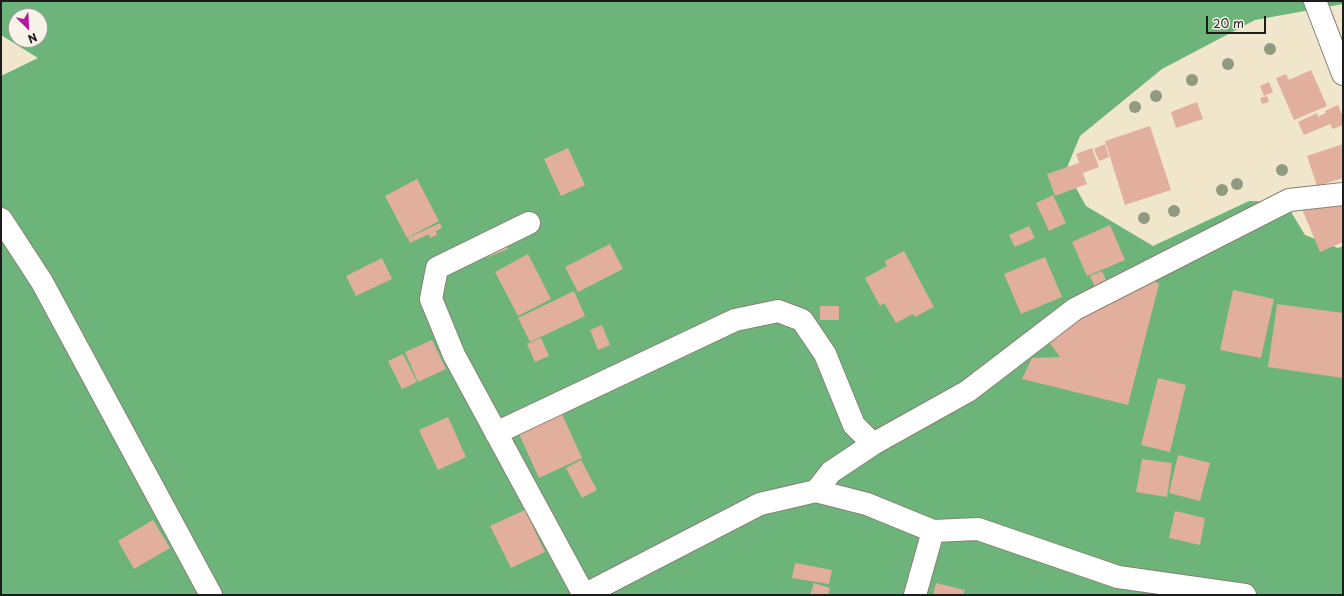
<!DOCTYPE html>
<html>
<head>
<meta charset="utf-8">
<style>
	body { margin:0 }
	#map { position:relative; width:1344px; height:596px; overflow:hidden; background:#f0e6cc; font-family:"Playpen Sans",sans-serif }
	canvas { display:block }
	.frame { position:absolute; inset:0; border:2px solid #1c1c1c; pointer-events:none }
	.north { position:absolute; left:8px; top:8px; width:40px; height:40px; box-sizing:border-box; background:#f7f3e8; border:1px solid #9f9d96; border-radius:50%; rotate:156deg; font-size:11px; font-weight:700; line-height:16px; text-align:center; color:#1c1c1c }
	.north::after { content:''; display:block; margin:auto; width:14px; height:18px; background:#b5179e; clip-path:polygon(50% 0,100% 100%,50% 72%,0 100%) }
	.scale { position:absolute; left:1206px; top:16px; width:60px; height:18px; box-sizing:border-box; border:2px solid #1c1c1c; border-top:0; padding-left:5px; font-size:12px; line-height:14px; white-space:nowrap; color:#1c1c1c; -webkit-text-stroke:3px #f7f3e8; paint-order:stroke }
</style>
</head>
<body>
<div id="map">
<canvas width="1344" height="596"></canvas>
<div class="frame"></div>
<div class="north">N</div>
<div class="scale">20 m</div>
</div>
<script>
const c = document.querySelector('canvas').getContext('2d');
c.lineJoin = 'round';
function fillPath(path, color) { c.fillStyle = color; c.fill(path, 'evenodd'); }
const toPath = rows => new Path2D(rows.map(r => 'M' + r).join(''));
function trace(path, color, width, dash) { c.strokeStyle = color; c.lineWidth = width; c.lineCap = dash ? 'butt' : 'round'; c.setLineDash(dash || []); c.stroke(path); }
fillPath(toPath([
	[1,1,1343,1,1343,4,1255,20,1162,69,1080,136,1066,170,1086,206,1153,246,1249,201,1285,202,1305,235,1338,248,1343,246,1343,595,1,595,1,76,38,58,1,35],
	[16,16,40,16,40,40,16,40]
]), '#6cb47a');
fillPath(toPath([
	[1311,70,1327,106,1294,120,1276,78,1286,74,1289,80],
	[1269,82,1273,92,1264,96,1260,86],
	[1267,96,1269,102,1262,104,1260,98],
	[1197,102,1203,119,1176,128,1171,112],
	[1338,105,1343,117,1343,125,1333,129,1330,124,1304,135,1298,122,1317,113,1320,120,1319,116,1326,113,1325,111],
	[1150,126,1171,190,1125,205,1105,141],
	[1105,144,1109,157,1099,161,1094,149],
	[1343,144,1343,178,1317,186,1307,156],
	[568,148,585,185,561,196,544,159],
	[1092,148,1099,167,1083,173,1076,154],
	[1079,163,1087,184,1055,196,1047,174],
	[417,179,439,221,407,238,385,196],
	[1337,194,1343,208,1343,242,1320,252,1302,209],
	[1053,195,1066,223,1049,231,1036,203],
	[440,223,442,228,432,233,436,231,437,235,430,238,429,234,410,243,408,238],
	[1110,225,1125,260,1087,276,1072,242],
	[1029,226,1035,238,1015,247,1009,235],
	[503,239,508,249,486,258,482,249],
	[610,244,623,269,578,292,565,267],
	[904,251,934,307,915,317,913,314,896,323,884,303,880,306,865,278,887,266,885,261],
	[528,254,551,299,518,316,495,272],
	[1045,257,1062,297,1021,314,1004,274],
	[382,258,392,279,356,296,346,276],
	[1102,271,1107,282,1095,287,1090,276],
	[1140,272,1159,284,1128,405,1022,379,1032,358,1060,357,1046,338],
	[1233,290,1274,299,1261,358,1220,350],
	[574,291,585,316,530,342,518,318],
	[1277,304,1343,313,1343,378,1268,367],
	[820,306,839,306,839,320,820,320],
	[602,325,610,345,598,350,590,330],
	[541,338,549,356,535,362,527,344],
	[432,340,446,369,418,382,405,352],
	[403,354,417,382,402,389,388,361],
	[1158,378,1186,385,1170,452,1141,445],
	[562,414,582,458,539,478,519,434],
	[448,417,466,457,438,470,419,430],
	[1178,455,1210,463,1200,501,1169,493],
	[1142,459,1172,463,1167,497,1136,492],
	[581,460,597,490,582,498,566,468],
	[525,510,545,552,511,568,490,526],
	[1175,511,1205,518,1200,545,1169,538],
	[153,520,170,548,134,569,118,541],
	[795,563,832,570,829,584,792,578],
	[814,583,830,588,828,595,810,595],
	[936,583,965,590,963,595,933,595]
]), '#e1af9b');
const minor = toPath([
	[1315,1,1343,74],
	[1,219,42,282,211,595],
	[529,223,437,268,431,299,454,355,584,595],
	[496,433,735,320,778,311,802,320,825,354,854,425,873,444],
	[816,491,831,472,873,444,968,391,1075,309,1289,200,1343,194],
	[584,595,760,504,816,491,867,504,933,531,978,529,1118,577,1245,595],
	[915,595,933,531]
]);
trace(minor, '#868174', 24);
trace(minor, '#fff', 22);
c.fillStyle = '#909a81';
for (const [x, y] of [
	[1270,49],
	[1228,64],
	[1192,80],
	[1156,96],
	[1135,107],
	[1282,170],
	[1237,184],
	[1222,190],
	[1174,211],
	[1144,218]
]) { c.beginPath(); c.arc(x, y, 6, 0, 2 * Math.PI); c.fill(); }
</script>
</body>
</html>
• • • • •
- EXERCISE -
Your job is to copy out every line from the records above that has the word "fillStyle".

- ANSWER BELOW -
function fillPath(path, color) { c.fillStyle = color; c.fill(path, 'evenodd'); }
c.fillStyle = '#909a81';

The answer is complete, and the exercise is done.